#### [The problem]
Reproduce each record below in full, word for word, without images.

#### Supplied material ####

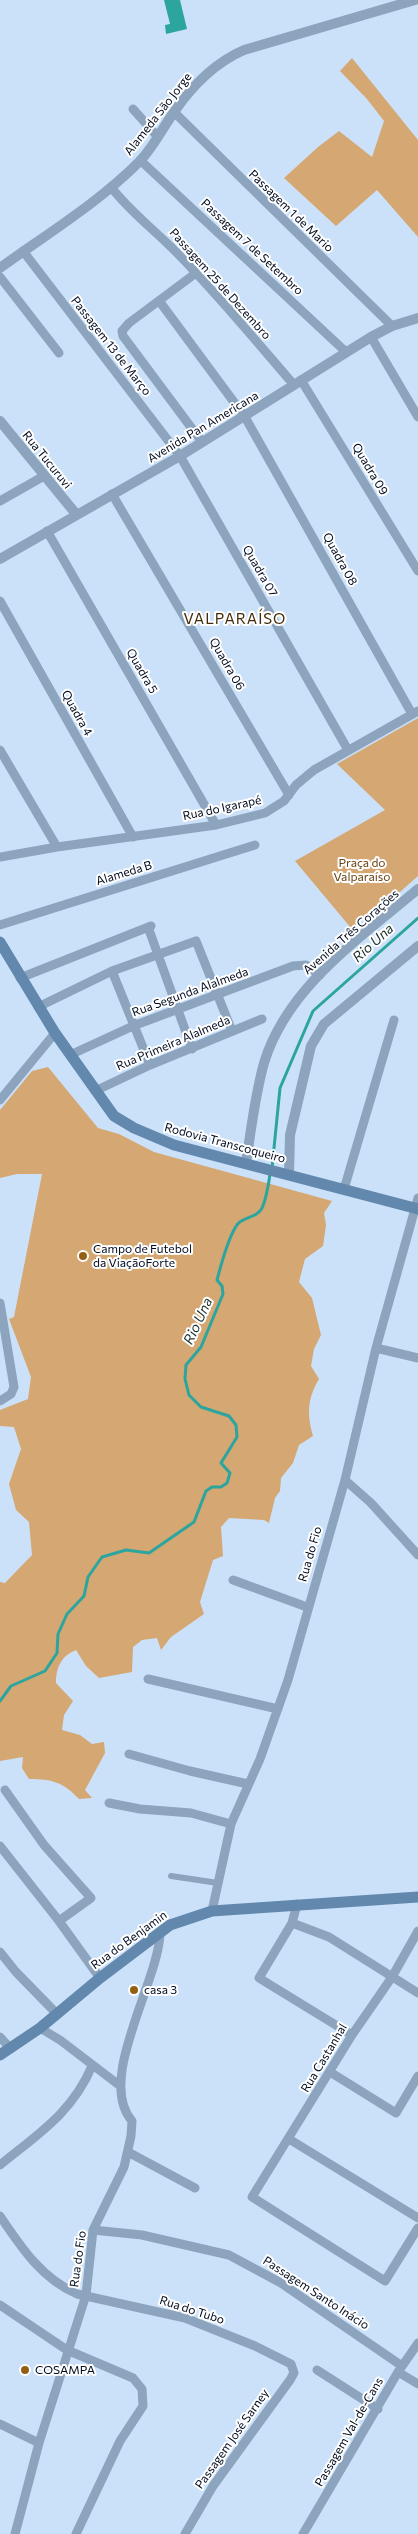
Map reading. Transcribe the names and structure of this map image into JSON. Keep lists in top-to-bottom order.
{
  "streets": {
    "main road": ["Rodovia Transcoqueiro", "Rua do Benjamin"],
    "street": [
      "Alameda São Jorge",
      "Passagem 1 de Mario",
      "Passagem 7 de Setembro",
      "Passagem 25 de Dezembro",
      "Passagem 13 de Março",
      "Avenida Pan Americana",
      "Rua Tucuruvi",
      "Quadra 09",
      "Quadra 08",
      "Quadra 07",
      "Quadra 06",
      "Quadra 5",
      "Quadra 4",
      "Rua do Igarapé",
      "Alameda B",
      "Avenida Três Corações",
      "Rua Segunda Alalmeda",
      "Rua Primeira Alalmeda",
      "Rua do Fio",
      "Rua Castanhal",
      "Passagem Santo Inácio",
      "Rua do Tubo",
      "Passagem Val-de-Cans",
      "Passagem José Sarney"
    ]
  },
  "crossings": [
    ["Alameda São Jorge", "Passagem 1 de Mario"],
    ["Alameda São Jorge", "Passagem 7 de Setembro"],
    ["Alameda São Jorge", "Passagem 25 de Dezembro"],
    ["Alameda São Jorge", "Passagem 13 de Março"],
    ["Passagem 1 de Mario", "Avenida Pan Americana"],
    ["Passagem 7 de Setembro", "Avenida Pan Americana"],
    ["Passagem 25 de Dezembro", "Avenida Pan Americana"],
    ["Passagem 25 de Dezembro", "Quadra 09"],
    ["Passagem 13 de Março", "Avenida Pan Americana"],
    ["Passagem 13 de Março", "Quadra 07"],
    ["Avenida Pan Americana", "Rua Tucuruvi"],
    ["Avenida Pan Americana", "Quadra 09"],
    ["Avenida Pan Americana", "Quadra 08"],
    ["Avenida Pan Americana", "Quadra 07"],
    ["Avenida Pan Americana", "Quadra 06"],
    ["Avenida Pan Americana", "Quadra 5"],
    ["Quadra 08", "Rua do Igarapé"],
    ["Quadra 07", "Rua do Igarapé"],
    ["Quadra 06", "Rua do Igarapé"],
    ["Quadra 5", "Rua do Igarapé"],
    ["Quadra 4", "Rua do Igarapé"],
    ["Avenida Três Corações", "Rua Segunda Alalmeda"],
    ["Avenida Três Corações", "Rodovia Transcoqueiro"],
    ["Rua Segunda Alalmeda", "Rodovia Transcoqueiro"],
    ["Rua Primeira Alalmeda", "Rodovia Transcoqueiro"],
    ["Rodovia Transcoqueiro", "Rua do Fio"],
    ["Rua do Fio", "Rua do Benjamin"],
    ["Rua do Fio", "Passagem Santo Inácio"],
    ["Rua do Fio", "Rua do Tubo"],
    ["Passagem Santo Inácio", "Passagem Val-de-Cans"],
    ["Rua do Tubo", "Passagem José Sarney"]
  ],
  "districts": ["VALPARAÍSO"],
  "water": ["Rio Una"],
  "parks": ["Praça do Valparaíso"],
  "places": ["Campo de Futebol da ViaçãoForte", "casa 3", "COSAMPA"]
}
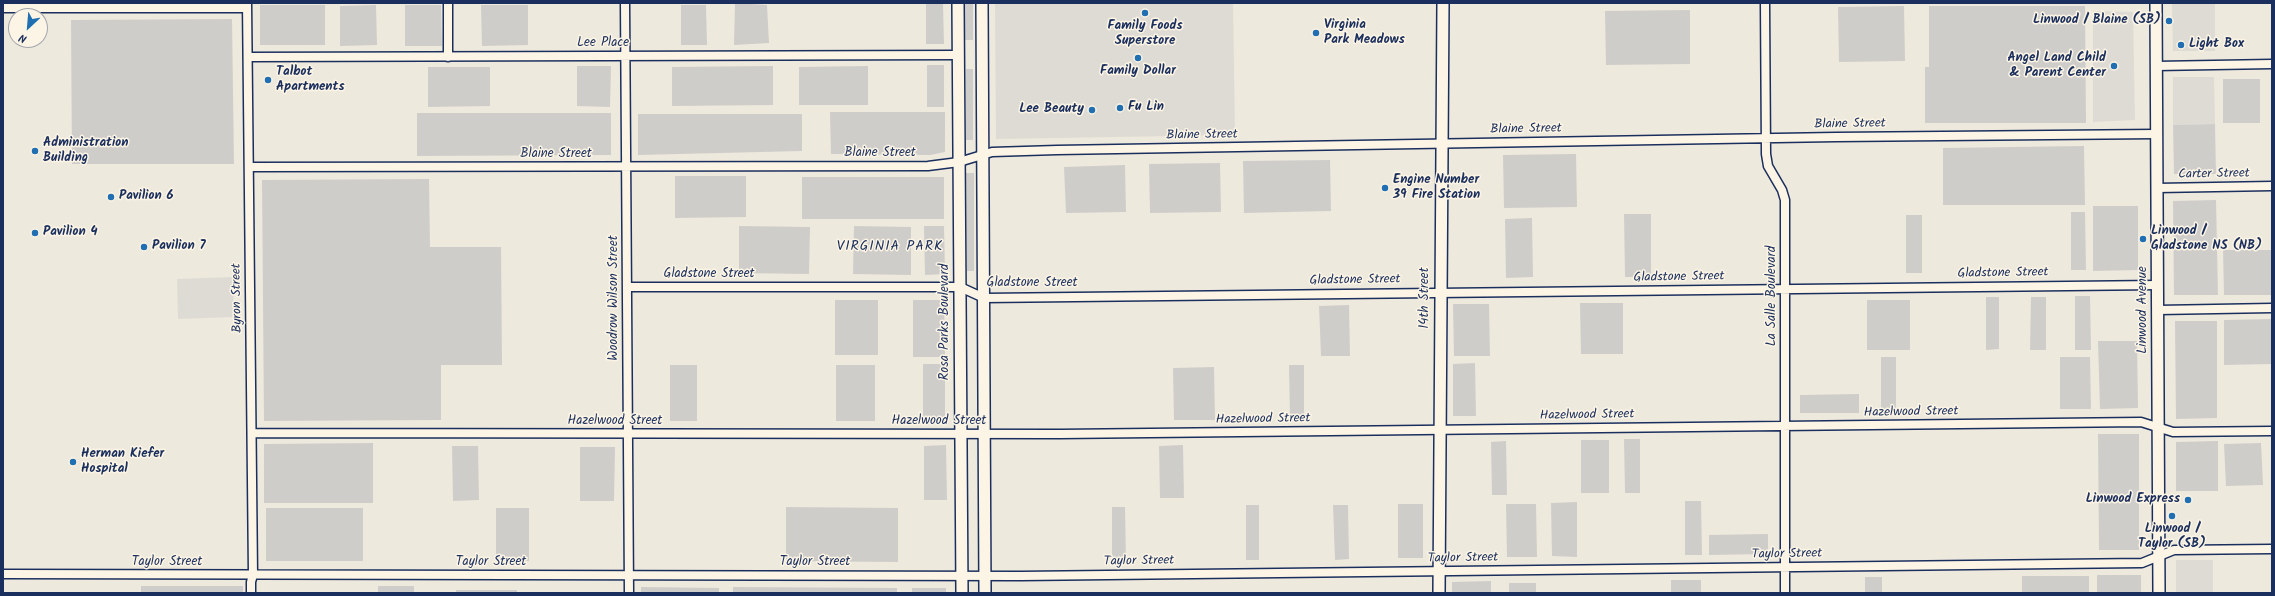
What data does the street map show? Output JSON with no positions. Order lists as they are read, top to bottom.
{
  "streets": {
    "street": [
      "Lee Place",
      "Blaine Street",
      "Carter Street",
      "Gladstone Street",
      "La Salle Boulevard",
      "Byron Street",
      "Woodrow Wilson Street",
      "14th Street",
      "Linwood Avenue",
      "Rosa Parks Boulevard",
      "Hazelwood Street",
      "Taylor Street"
    ]
  },
  "crossings": [
    ["Lee Place", "Byron Street"],
    ["Lee Place", "Woodrow Wilson Street"],
    ["Lee Place", "Rosa Parks Boulevard"],
    ["Blaine Street", "La Salle Boulevard"],
    ["Blaine Street", "Byron Street"],
    ["Blaine Street", "Woodrow Wilson Street"],
    ["Blaine Street", "14th Street"],
    ["Blaine Street", "Linwood Avenue"],
    ["Blaine Street", "Rosa Parks Boulevard"],
    ["Carter Street", "Linwood Avenue"],
    ["Gladstone Street", "La Salle Boulevard"],
    ["Gladstone Street", "Woodrow Wilson Street"],
    ["Gladstone Street", "14th Street"],
    ["Gladstone Street", "Linwood Avenue"],
    ["Gladstone Street", "Rosa Parks Boulevard"],
    ["La Salle Boulevard", "Hazelwood Street"],
    ["La Salle Boulevard", "Taylor Street"],
    ["Byron Street", "Hazelwood Street"],
    ["Byron Street", "Taylor Street"],
    ["Woodrow Wilson Street", "Hazelwood Street"],
    ["Woodrow Wilson Street", "Taylor Street"],
    ["14th Street", "Hazelwood Street"],
    ["14th Street", "Taylor Street"],
    ["Linwood Avenue", "Hazelwood Street"],
    ["Linwood Avenue", "Taylor Street"],
    ["Rosa Parks Boulevard", "Hazelwood Street"],
    ["Rosa Parks Boulevard", "Taylor Street"]
  ],
  "districts": ["VIRGINIA PARK"],
  "places": [
    "Family Foods Superstore",
    "Linwood / Blaine (SB)",
    "Virginia Park Meadows",
    "Light Box",
    "Family Dollar",
    "Angel Land Child & Parent Center",
    "Talbot Apartments",
    "Fu Lin",
    "Lee Beauty",
    "Administration Building",
    "Engine Number 39 Fire Station",
    "Pavilion 6",
    "Pavilion 4",
    "Linwood / Gladstone NS (NB)",
    "Pavilion 7",
    "Herman Kiefer Hospital",
    "Linwood Express",
    "Linwood / Taylor (SB)"
  ],
  "north": "bottom left"
}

####

#### [Solution for this problem]
Map reading. Transcribe the names and structure of this map image into JSON. Keep lists in top-to-bottom order.
{
  "streets": {
    "main road": ["Rodovia Transcoqueiro", "Rua do Benjamin"],
    "street": [
      "Alameda São Jorge",
      "Passagem 1 de Mario",
      "Passagem 7 de Setembro",
      "Passagem 25 de Dezembro",
      "Passagem 13 de Março",
      "Avenida Pan Americana",
      "Rua Tucuruvi",
      "Quadra 09",
      "Quadra 08",
      "Quadra 07",
      "Quadra 06",
      "Quadra 5",
      "Quadra 4",
      "Rua do Igarapé",
      "Alameda B",
      "Avenida Três Corações",
      "Rua Segunda Alalmeda",
      "Rua Primeira Alalmeda",
      "Rua do Fio",
      "Rua Castanhal",
      "Passagem Santo Inácio",
      "Rua do Tubo",
      "Passagem Val-de-Cans",
      "Passagem José Sarney"
    ]
  },
  "crossings": [
    ["Alameda São Jorge", "Passagem 1 de Mario"],
    ["Alameda São Jorge", "Passagem 7 de Setembro"],
    ["Alameda São Jorge", "Passagem 25 de Dezembro"],
    ["Alameda São Jorge", "Passagem 13 de Março"],
    ["Passagem 1 de Mario", "Avenida Pan Americana"],
    ["Passagem 7 de Setembro", "Avenida Pan Americana"],
    ["Passagem 25 de Dezembro", "Avenida Pan Americana"],
    ["Passagem 25 de Dezembro", "Quadra 09"],
    ["Passagem 13 de Março", "Avenida Pan Americana"],
    ["Passagem 13 de Março", "Quadra 07"],
    ["Avenida Pan Americana", "Rua Tucuruvi"],
    ["Avenida Pan Americana", "Quadra 09"],
    ["Avenida Pan Americana", "Quadra 08"],
    ["Avenida Pan Americana", "Quadra 07"],
    ["Avenida Pan Americana", "Quadra 06"],
    ["Avenida Pan Americana", "Quadra 5"],
    ["Quadra 08", "Rua do Igarapé"],
    ["Quadra 07", "Rua do Igarapé"],
    ["Quadra 06", "Rua do Igarapé"],
    ["Quadra 5", "Rua do Igarapé"],
    ["Quadra 4", "Rua do Igarapé"],
    ["Avenida Três Corações", "Rua Segunda Alalmeda"],
    ["Avenida Três Corações", "Rodovia Transcoqueiro"],
    ["Rua Segunda Alalmeda", "Rodovia Transcoqueiro"],
    ["Rua Primeira Alalmeda", "Rodovia Transcoqueiro"],
    ["Rodovia Transcoqueiro", "Rua do Fio"],
    ["Rua do Fio", "Rua do Benjamin"],
    ["Rua do Fio", "Passagem Santo Inácio"],
    ["Rua do Fio", "Rua do Tubo"],
    ["Passagem Santo Inácio", "Passagem Val-de-Cans"],
    ["Rua do Tubo", "Passagem José Sarney"]
  ],
  "districts": ["VALPARAÍSO"],
  "water": ["Rio Una"],
  "parks": ["Praça do Valparaíso"],
  "places": ["Campo de Futebol da ViaçãoForte", "casa 3", "COSAMPA"]
}
What data does the street map show? Output JSON with no positions. Order lists as they are read, top to bottom.
{
  "streets": {
    "street": [
      "Lee Place",
      "Blaine Street",
      "Carter Street",
      "Gladstone Street",
      "La Salle Boulevard",
      "Byron Street",
      "Woodrow Wilson Street",
      "14th Street",
      "Linwood Avenue",
      "Rosa Parks Boulevard",
      "Hazelwood Street",
      "Taylor Street"
    ]
  },
  "crossings": [
    ["Lee Place", "Byron Street"],
    ["Lee Place", "Woodrow Wilson Street"],
    ["Lee Place", "Rosa Parks Boulevard"],
    ["Blaine Street", "La Salle Boulevard"],
    ["Blaine Street", "Byron Street"],
    ["Blaine Street", "Woodrow Wilson Street"],
    ["Blaine Street", "14th Street"],
    ["Blaine Street", "Linwood Avenue"],
    ["Blaine Street", "Rosa Parks Boulevard"],
    ["Carter Street", "Linwood Avenue"],
    ["Gladstone Street", "La Salle Boulevard"],
    ["Gladstone Street", "Woodrow Wilson Street"],
    ["Gladstone Street", "14th Street"],
    ["Gladstone Street", "Linwood Avenue"],
    ["Gladstone Street", "Rosa Parks Boulevard"],
    ["La Salle Boulevard", "Hazelwood Street"],
    ["La Salle Boulevard", "Taylor Street"],
    ["Byron Street", "Hazelwood Street"],
    ["Byron Street", "Taylor Street"],
    ["Woodrow Wilson Street", "Hazelwood Street"],
    ["Woodrow Wilson Street", "Taylor Street"],
    ["14th Street", "Hazelwood Street"],
    ["14th Street", "Taylor Street"],
    ["Linwood Avenue", "Hazelwood Street"],
    ["Linwood Avenue", "Taylor Street"],
    ["Rosa Parks Boulevard", "Hazelwood Street"],
    ["Rosa Parks Boulevard", "Taylor Street"]
  ],
  "districts": ["VIRGINIA PARK"],
  "places": [
    "Family Foods Superstore",
    "Linwood / Blaine (SB)",
    "Virginia Park Meadows",
    "Light Box",
    "Family Dollar",
    "Angel Land Child & Parent Center",
    "Talbot Apartments",
    "Fu Lin",
    "Lee Beauty",
    "Administration Building",
    "Engine Number 39 Fire Station",
    "Pavilion 6",
    "Pavilion 4",
    "Linwood / Gladstone NS (NB)",
    "Pavilion 7",
    "Herman Kiefer Hospital",
    "Linwood Express",
    "Linwood / Taylor (SB)"
  ],
  "north": "bottom left"
}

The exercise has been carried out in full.